## ACTION ITEM
Set down the lines of the data exactly, starting at the first and stopping after the line containing "2px #a9aeb7) drop-shadow(0".

SUPPLIED RECORDS START

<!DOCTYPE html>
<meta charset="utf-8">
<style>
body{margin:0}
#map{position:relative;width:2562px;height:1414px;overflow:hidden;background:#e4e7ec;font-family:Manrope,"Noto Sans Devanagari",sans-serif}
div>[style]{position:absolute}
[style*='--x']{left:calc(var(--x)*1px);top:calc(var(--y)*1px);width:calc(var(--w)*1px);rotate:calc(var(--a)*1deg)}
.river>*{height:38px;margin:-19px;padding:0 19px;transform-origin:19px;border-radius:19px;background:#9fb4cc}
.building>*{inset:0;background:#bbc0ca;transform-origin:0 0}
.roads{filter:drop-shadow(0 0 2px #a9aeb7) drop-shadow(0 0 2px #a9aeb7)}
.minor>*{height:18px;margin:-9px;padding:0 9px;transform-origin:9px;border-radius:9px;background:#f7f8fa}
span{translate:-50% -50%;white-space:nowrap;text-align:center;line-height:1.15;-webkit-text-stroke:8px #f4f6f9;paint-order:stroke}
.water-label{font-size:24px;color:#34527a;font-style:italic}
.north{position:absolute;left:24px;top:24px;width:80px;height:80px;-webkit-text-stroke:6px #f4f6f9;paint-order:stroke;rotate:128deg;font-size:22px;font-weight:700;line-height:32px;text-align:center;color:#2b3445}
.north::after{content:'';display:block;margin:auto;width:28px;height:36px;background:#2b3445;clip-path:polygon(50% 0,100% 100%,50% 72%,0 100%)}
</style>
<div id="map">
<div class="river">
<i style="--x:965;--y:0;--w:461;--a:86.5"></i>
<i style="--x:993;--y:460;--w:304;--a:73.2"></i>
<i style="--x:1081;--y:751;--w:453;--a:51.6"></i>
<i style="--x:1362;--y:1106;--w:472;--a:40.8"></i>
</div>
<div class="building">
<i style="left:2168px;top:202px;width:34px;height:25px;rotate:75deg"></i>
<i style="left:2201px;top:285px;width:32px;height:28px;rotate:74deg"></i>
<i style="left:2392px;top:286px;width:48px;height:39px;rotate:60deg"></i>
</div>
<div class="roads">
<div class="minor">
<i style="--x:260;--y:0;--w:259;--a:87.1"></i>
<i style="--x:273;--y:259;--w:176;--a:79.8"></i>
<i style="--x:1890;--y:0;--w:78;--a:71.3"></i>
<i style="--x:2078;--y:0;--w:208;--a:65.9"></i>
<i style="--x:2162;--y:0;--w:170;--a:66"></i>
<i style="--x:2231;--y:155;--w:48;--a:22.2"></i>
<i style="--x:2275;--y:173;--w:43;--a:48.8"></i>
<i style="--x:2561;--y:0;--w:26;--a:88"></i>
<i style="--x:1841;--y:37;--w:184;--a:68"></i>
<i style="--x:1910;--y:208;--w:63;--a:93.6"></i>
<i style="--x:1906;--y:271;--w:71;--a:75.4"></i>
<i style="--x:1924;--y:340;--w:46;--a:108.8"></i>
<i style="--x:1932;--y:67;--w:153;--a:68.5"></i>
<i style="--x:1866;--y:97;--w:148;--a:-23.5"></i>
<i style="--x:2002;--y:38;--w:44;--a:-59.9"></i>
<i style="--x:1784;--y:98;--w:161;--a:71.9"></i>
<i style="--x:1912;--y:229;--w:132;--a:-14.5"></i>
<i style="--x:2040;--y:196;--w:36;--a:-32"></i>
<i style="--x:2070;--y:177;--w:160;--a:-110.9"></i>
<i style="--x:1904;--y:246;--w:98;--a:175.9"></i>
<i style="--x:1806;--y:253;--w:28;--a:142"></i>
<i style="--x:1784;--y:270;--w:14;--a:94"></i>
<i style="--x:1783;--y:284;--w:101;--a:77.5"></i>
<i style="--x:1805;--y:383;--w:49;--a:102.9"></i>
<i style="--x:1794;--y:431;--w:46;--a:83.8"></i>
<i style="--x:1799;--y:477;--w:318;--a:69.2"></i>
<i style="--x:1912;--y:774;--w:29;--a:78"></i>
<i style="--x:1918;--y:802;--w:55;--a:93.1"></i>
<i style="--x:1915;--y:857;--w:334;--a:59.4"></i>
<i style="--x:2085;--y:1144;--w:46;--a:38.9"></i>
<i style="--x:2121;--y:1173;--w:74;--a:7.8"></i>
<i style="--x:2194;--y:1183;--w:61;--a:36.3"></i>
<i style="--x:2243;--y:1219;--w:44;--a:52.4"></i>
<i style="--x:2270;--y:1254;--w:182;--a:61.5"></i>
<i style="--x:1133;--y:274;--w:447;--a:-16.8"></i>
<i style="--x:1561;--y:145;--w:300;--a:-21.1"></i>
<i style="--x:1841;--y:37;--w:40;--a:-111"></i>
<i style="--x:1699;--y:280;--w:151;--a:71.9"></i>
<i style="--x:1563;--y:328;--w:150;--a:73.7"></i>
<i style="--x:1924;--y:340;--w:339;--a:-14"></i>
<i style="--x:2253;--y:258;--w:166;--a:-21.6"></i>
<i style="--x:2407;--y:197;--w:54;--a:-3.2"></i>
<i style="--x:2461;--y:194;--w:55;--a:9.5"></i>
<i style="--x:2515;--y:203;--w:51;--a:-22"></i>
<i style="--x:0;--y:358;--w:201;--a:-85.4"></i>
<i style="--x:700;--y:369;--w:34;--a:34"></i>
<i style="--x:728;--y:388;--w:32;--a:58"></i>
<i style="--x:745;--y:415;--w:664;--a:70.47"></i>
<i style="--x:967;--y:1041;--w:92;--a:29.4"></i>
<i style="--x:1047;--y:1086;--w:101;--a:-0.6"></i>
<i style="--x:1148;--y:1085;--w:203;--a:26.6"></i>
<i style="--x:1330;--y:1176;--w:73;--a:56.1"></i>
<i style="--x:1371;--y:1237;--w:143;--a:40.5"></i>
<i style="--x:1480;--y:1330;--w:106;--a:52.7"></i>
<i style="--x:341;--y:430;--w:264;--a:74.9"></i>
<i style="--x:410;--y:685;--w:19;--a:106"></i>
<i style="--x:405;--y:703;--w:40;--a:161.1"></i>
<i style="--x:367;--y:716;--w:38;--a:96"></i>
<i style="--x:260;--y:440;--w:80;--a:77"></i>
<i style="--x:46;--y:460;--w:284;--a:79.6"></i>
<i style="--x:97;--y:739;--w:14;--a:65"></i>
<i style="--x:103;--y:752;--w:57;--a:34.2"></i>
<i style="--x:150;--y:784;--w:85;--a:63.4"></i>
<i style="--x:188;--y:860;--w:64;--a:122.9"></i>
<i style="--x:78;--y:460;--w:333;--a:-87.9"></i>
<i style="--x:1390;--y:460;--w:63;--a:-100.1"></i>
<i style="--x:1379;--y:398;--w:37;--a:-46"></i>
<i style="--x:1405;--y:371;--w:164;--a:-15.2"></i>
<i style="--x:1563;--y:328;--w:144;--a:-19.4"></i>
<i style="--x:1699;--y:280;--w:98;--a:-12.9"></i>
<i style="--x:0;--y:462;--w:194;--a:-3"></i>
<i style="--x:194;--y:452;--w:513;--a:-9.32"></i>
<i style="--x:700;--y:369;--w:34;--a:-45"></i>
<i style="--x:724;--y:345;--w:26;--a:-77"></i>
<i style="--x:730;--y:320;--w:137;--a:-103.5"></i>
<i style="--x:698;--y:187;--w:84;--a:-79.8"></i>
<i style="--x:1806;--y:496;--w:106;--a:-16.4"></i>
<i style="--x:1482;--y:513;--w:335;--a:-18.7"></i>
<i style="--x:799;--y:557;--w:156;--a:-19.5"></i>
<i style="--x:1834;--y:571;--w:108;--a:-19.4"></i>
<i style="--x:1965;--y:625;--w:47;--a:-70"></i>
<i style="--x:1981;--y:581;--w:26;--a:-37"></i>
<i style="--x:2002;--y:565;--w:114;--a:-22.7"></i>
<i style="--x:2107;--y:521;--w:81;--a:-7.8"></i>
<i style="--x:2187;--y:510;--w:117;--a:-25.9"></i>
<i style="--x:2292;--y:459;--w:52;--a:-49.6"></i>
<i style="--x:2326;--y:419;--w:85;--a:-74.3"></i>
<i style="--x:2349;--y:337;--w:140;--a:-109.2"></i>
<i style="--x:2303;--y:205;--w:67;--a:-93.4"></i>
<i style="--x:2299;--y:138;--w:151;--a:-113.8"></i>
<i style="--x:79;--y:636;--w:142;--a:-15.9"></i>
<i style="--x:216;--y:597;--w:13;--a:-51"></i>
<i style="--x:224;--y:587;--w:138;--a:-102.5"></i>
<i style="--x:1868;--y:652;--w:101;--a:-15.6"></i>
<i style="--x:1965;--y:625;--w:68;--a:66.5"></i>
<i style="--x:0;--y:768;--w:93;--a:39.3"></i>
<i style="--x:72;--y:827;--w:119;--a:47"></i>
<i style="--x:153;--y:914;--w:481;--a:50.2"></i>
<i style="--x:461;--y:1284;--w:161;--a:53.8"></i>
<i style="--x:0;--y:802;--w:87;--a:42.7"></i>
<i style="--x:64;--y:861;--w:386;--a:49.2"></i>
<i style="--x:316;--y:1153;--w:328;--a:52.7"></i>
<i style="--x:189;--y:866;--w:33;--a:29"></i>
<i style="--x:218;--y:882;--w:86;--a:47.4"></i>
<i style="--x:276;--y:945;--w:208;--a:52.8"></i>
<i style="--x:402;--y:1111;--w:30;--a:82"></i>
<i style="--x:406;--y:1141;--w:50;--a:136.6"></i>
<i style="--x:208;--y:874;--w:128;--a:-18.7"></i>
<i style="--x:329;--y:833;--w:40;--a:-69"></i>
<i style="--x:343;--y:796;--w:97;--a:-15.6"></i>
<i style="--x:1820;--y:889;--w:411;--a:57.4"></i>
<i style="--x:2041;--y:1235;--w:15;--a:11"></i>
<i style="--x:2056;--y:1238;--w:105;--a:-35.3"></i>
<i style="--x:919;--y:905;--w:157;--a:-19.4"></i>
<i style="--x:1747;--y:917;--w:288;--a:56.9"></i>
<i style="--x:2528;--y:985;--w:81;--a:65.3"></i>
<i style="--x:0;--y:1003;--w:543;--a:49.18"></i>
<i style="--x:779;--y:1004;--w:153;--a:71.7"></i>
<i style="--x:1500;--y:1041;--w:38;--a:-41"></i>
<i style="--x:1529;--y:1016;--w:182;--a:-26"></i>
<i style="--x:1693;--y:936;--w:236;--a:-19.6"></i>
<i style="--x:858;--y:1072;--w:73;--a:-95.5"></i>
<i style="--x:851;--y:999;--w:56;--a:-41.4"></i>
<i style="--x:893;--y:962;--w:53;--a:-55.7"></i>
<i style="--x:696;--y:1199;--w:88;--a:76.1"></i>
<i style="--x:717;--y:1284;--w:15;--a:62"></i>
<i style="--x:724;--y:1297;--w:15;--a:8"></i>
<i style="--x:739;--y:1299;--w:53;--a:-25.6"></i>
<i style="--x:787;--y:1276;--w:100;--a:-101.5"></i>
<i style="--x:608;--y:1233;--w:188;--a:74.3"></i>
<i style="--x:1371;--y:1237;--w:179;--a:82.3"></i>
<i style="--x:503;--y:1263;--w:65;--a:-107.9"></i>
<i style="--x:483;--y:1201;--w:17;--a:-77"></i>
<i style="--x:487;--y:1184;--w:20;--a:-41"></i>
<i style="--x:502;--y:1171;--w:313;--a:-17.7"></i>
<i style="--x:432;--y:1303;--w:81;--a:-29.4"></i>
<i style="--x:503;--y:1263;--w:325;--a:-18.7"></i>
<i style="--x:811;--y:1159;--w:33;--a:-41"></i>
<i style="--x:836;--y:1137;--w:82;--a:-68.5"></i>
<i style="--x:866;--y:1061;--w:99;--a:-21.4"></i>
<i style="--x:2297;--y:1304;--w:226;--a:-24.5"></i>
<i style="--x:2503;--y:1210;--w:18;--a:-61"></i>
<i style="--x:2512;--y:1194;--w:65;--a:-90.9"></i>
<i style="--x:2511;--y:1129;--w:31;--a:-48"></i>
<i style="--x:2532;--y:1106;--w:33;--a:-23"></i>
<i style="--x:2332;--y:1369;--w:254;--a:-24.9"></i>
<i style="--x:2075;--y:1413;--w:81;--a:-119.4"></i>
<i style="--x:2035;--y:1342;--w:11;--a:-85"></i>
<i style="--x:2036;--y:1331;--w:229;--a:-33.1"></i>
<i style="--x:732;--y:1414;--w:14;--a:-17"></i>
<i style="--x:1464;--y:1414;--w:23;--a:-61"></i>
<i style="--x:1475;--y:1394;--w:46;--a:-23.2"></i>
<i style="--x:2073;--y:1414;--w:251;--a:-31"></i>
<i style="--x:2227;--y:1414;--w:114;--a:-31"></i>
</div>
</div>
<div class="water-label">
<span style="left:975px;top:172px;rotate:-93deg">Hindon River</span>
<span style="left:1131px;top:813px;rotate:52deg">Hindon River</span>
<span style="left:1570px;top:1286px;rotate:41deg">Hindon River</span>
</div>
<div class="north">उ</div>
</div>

SUPPLIED RECORDS END

## ANSWER FOR THIS EXERCISE
<!DOCTYPE html>
<meta charset="utf-8">
<style>
body{margin:0}
#map{position:relative;width:2562px;height:1414px;overflow:hidden;background:#e4e7ec;font-family:Manrope,"Noto Sans Devanagari",sans-serif}
div>[style]{position:absolute}
[style*='--x']{left:calc(var(--x)*1px);top:calc(var(--y)*1px);width:calc(var(--w)*1px);rotate:calc(var(--a)*1deg)}
.river>*{height:38px;margin:-19px;padding:0 19px;transform-origin:19px;border-radius:19px;background:#9fb4cc}
.building>*{inset:0;background:#bbc0ca;transform-origin:0 0}
.roads{filter:drop-shadow(0 0 2px #a9aeb7) drop-shadow(0 0 2px #a9aeb7)}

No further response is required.